Nordhorn. Die SPD-Bundestagsabgeordnete Dr. Daniela De Ridder lud nach Nordhorn ein zur gemeinsamen Veranstaltung mit dem ehemaligen Vizekanzler und Bundesminister a. D. Franz Müntefering. Im Rahmen ihrer Veranstaltung „Was müssen wir heute tun, um morgen gut zu leben?“ bat De Ridder den ehemaligen SPD-Parteivorsitzenden um Antworten auf soziale sowie politische Zukunftsfragen und sprach mit ihm über die anliegenden Herausforderungen für einen starken gesellschaftlichen Zusammenhalt.

„Die Frage nach unserer Zukunft beschäftigt alle Menschen in allen Teilen der Gesellschaft. Neben dem Aspekt der Zukunftsperspektiven für junge Menschen und eines auskömmlichen Lebens im Alter stehen wir gerade vor der Herausforderung eines möglichen Auseinanderdriftens der Gesellschaft, dem wir uns als sozialdemokratische Politikerinnen und Politiker entschieden entgegen stellen.

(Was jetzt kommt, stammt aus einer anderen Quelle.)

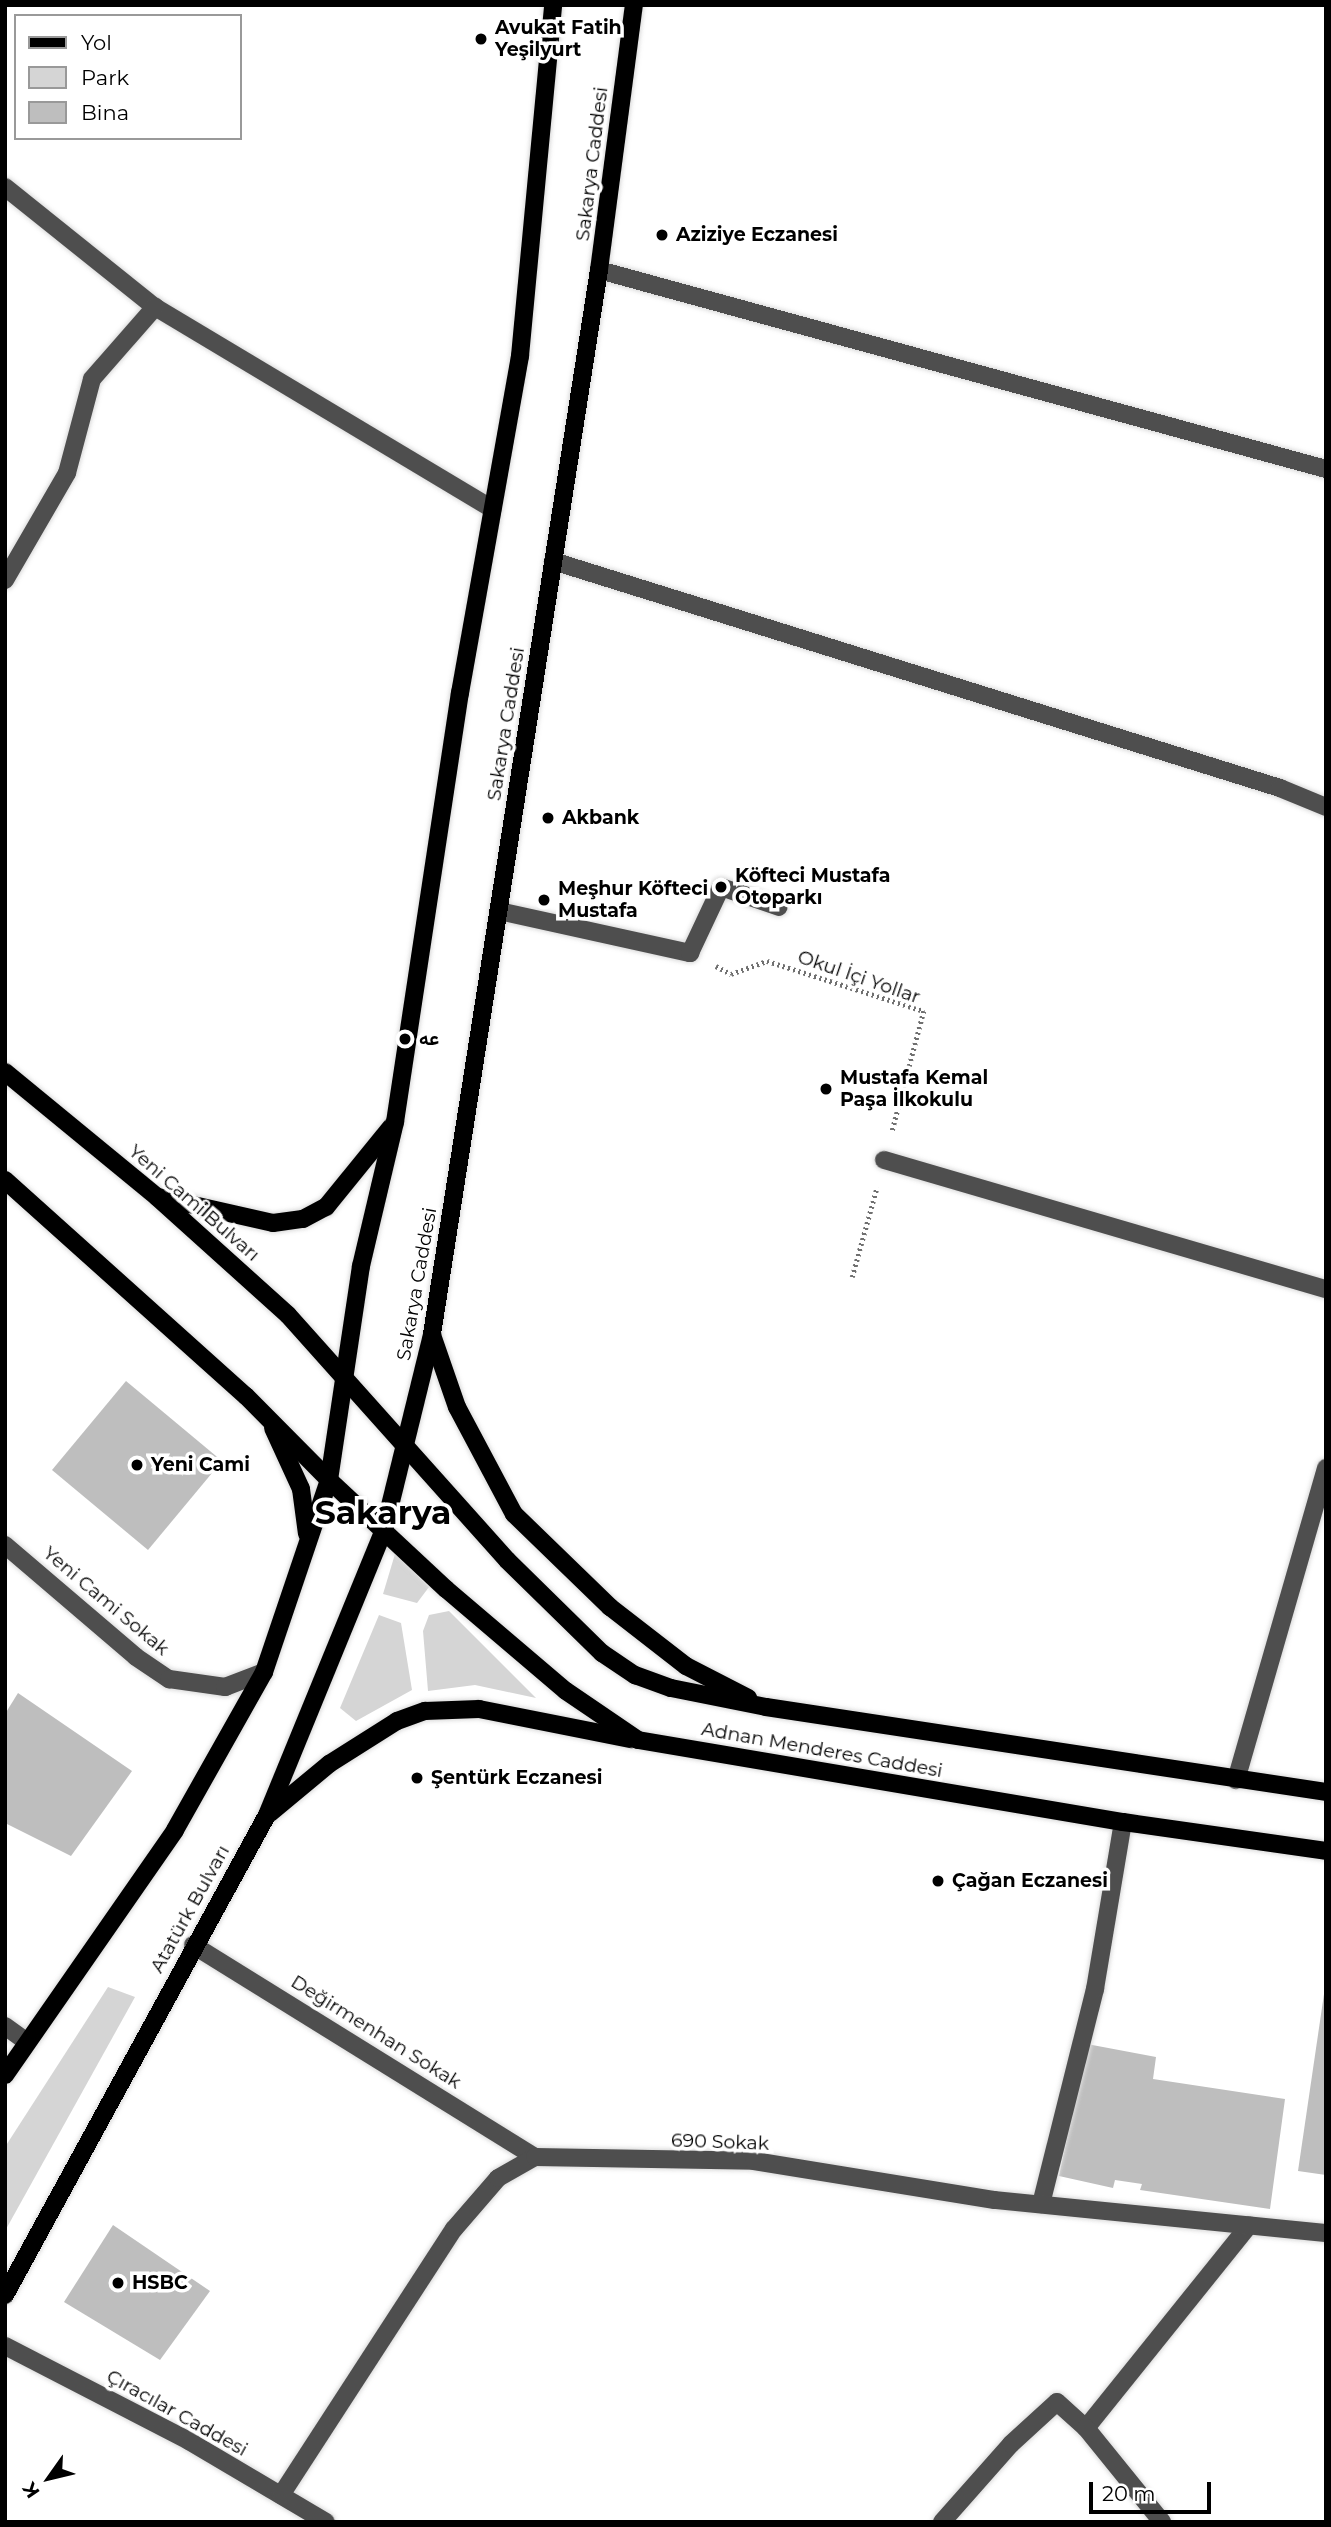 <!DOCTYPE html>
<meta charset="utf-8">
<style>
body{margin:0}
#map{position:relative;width:1331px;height:2527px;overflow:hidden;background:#fff;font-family:Montserrat,Vazirmatn,sans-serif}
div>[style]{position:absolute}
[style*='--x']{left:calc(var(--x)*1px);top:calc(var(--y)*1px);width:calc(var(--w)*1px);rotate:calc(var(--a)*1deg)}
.green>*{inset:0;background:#d5d5d5}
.building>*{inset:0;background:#bebebe}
.path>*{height:4.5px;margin-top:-2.25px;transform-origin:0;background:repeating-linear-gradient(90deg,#707070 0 2px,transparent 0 5.5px)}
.roads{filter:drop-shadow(0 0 2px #dbdbdb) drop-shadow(0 0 2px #dbdbdb)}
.minor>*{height:18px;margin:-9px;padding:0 9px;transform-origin:9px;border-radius:9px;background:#4e4e4e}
.major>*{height:18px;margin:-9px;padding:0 9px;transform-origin:9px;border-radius:9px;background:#000}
.dots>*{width:19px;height:19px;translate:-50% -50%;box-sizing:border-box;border:4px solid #fff;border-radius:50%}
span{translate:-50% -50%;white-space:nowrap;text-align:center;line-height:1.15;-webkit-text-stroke:7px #fff;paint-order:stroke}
.poi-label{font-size:19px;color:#000;font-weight:700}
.left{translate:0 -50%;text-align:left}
.street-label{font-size:19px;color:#000}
.town-label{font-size:33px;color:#000;font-weight:700}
.frame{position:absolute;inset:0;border:7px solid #000;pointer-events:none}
.legend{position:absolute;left:14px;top:14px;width:228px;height:126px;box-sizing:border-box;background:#fff;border:2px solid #999;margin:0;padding:9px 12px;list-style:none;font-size:21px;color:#000}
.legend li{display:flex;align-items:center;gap:14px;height:35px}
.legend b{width:35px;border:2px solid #999}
.north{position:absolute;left:14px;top:2443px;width:70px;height:70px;-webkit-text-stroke:5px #fff;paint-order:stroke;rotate:236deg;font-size:19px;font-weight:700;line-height:28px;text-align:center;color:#000}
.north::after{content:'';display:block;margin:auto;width:24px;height:32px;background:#000;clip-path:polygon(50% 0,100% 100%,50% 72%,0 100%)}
.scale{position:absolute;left:1089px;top:2482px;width:122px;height:32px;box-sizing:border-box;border:4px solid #000;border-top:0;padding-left:9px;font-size:21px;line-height:24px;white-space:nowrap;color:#000;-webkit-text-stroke:5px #fff;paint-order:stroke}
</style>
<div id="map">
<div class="green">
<i style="clip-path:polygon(395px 1554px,429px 1587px,417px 1603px,383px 1594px)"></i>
<i style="clip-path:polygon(449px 1611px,536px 1698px,475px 1685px,428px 1691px,423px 1631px,429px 1615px)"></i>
<i style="clip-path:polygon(379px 1615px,401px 1623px,412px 1690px,356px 1721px,340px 1708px)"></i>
<i style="clip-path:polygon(108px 1987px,135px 1997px,5px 2231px,5px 2147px)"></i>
</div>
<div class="building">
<i style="clip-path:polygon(126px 1381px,222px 1461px,148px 1550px,52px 1470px)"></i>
<i style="clip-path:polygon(18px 1693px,132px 1771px,71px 1856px,5px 1823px,5px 1714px)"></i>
<i style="clip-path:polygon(1324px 1994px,1326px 1994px,1326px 2175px,1298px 2171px)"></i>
<i style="clip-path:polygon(1087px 2044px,1156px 2057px,1153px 2079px,1285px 2099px,1270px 2209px,1140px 2190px,1142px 2184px,1115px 2180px,1113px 2188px,1059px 2176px)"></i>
<i style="clip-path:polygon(113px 2225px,210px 2291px,160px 2360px,64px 2302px)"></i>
</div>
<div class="path">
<i style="--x:716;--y:966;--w:17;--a:28"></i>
<i style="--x:731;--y:974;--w:38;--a:-20"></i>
<i style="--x:767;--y:961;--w:165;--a:17.7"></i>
<i style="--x:924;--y:1011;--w:125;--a:104.8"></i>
<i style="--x:852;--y:1277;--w:93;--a:-74.5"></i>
</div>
<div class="roads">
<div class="minor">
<i style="--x:5;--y:187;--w:192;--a:38.7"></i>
<i style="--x:155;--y:307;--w:393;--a:30.9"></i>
<i style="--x:599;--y:270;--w:754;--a:15.31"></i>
<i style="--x:553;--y:561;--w:762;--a:17.34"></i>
<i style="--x:1280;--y:788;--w:50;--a:22.4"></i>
<i style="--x:5;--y:580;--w:124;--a:-59.9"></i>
<i style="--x:67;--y:473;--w:97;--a:-75.1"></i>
<i style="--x:92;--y:379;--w:96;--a:-48.8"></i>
<i style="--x:499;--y:911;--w:196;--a:12.4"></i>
<i style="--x:690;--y:953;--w:73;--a:-64.8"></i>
<i style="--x:721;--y:887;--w:61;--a:19"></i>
<i style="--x:884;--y:1160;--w:460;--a:16.3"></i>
<i style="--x:5;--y:1545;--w:172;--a:40.5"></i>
<i style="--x:136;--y:1657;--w:40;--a:34"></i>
<i style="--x:169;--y:1679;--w:57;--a:8.1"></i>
<i style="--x:225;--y:1687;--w:42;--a:-21"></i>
<i style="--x:1236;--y:1780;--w:325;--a:-73.9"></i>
<i style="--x:193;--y:1945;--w:402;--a:31.8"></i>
<i style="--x:5;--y:2026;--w:27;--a:36"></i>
<i style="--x:1041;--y:2204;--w:222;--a:-75.9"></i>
<i style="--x:1095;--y:1989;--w:169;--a:-80.5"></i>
<i style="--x:5;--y:2346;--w:207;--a:27.3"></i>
<i style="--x:189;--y:2441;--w:159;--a:30.6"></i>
<i style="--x:1086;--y:2428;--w:260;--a:-51.2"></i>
<i style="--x:281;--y:2495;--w:317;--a:-57"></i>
<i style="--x:454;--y:2229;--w:67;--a:-49.2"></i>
<i style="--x:498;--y:2178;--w:43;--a:-29.6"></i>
<i style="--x:535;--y:2157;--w:219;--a:1"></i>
<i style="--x:754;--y:2161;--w:244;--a:9.2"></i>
<i style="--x:995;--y:2200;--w:333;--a:5.7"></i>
<i style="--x:942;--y:2522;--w:104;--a:-48.5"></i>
<i style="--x:1011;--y:2444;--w:62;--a:-42.4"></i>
<i style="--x:1057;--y:2402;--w:39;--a:42"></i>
<i style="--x:1086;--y:2428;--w:121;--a:51"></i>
</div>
<div class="major">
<i style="--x:5;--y:1072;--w:197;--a:39.4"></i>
<i style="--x:157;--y:1197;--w:176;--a:42"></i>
<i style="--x:288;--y:1315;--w:329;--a:48.2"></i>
<i style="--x:507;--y:1560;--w:133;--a:44.4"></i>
<i style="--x:602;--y:1653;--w:40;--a:34"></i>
<i style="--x:635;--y:1675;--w:38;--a:20"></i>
<i style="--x:671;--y:1688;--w:97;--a:11.3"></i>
<i style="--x:766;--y:1707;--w:566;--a:8.63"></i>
<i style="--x:5;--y:1180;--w:324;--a:41.9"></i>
<i style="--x:246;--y:1396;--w:118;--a:45.3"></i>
<i style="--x:329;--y:1480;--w:160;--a:43"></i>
<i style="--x:446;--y:1589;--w:157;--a:40.4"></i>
<i style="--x:566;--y:1691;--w:87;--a:34.2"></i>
<i style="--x:638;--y:1740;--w:492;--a:9.6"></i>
<i style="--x:1123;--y:1822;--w:205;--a:8.1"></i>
<i style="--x:158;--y:1197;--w:118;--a:12.7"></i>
<i style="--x:273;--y:1223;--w:30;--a:-8"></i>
<i style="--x:303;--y:1219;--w:26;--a:-28"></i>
<i style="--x:326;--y:1207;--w:103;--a:-50.9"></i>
<i style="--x:432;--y:1335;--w:76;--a:70.9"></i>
<i style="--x:457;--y:1407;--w:121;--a:62"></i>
<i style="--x:514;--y:1514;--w:134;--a:44.1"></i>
<i style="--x:610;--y:1607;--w:96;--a:37.8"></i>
<i style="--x:686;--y:1666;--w:70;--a:27.3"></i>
<i style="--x:273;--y:1428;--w:67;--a:65.3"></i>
<i style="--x:301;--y:1489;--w:45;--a:82.4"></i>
<i style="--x:270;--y:1813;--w:77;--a:-39.7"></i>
<i style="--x:329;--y:1764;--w:80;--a:-32.3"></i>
<i style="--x:397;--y:1721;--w:30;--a:-20"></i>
<i style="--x:425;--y:1711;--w:54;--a:-2.1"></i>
<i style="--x:479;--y:1709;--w:155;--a:11.2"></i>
<i style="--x:5;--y:2075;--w:298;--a:-55.2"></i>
<i style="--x:175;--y:1830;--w:181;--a:-60.6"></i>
<i style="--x:264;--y:1672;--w:203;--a:-71.3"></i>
<i style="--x:329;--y:1480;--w:216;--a:-81.5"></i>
<i style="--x:361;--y:1266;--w:148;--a:-76.7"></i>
<i style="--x:395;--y:1122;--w:434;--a:-81.4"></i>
<i style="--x:460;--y:693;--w:342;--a:-79.9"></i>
<i style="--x:520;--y:356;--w:353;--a:-84.6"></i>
<i style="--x:5;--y:2295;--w:547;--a:-61.37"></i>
<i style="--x:267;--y:1815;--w:308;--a:-67.7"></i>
<i style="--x:384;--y:1530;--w:202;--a:-76.2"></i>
<i style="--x:432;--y:1334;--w:1077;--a:-81.08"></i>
<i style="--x:599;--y:270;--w:267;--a:-82.5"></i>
</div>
</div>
<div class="dots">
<i style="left:481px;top:39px;background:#000"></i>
<i style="left:662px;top:235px;background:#000"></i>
<i style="left:548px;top:818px;background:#000"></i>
<i style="left:721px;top:887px;background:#000"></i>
<i style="left:544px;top:900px;background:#000"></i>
<i style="left:405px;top:1039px;background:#000"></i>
<i style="left:826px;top:1089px;background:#000"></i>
<i style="left:137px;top:1465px;background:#000"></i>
<i style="left:417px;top:1778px;background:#000"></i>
<i style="left:938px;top:1881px;background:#000"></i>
<i style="left:118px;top:2283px;background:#000"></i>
</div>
<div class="poi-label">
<span class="left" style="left:495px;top:39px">Avukat Fatih<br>Yeşilyurt</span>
<span class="left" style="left:676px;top:235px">Aziziye Eczanesi</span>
<span class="left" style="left:562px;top:818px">Akbank</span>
<span class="left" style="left:735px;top:887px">Köfteci Mustafa<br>Otoparkı</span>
<span class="left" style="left:558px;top:900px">Meşhur Köfteci<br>Mustafa</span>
<span class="left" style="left:419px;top:1039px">عه</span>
<span class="left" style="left:840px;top:1089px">Mustafa Kemal<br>Paşa İlkokulu</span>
<span class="left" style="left:151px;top:1465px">Yeni Cami</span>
<span class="left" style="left:431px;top:1778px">Şentürk Eczanesi</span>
<span class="left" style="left:952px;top:1881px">Çağan Eczanesi</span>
<span class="left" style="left:132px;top:2283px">HSBC</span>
</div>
<div class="street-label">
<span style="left:592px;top:164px;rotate:-83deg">Sakarya Caddesi</span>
<span style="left:506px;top:724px;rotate:-81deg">Sakarya Caddesi</span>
<span style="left:859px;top:977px;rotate:19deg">Okul İçi Yollar</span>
<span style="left:194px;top:1203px;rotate:41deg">Yeni Cami Bulvarı</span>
<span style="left:417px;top:1284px;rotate:-80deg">Sakarya Caddesi</span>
<span style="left:106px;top:1601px;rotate:40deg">Yeni Cami Sokak</span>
<span style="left:822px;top:1750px;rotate:10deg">Adnan Menderes Caddesi</span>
<span style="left:190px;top:1909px;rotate:-61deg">Atatürk Bulvarı</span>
<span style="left:376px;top:2032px;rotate:32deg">Değirmenhan Sokak</span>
<span style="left:720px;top:2142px;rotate:2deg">690 Sokak</span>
<span style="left:177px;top:2413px;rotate:29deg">Çıracılar Caddesi</span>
</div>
<div class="town-label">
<span style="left:383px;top:1513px">Sakarya</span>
</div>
<div class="frame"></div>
<ul class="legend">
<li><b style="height:9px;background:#000"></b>Yol</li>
<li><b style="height:19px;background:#d5d5d5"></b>Park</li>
<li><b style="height:19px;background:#bebebe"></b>Bina</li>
</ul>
<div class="north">K</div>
<div class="scale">20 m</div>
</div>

Hier zeigt sich einmal mehr, dass das gesellschaftliche Engagement, der solidarische Zusammenhalt und der respektvolle Umgang miteinander den Weg für eine politisch gestaltbare Zukunft ebnen“, erklärt Dr. Daniela De Ridder, SPD-Bundestagsabgeordnete für den Wahlkreis Mittelems.

Vor rund hundert Gästen referierte zu den Zukunftsfragen der ehemalige Vizekanzler, SPD-Fraktions- und Parteivorsitzende sowie Bundesminister a.D. Franz Müntefering vor interessiertem Publikum aus der Grafschaft Bentheim und dem Emsland. Müntefering hob hervor, dass er insbesondere das Engagement vieler Bürgerinnen und Bürger wertschätzt und es einen großen Beitrag für den Zusammenhalt in der Gesellschaft leistet. Damit eine erfolgreiche Zukunft gesichert ist, muss es mehr Investitionen in die Bildung geben, damit die kommenden Generationen gut aufgestellt sind. Zudem verlangen die globalen Entwicklungen, das Bevölkerungswachstum und der demografische Wandel nach einem Umdenken.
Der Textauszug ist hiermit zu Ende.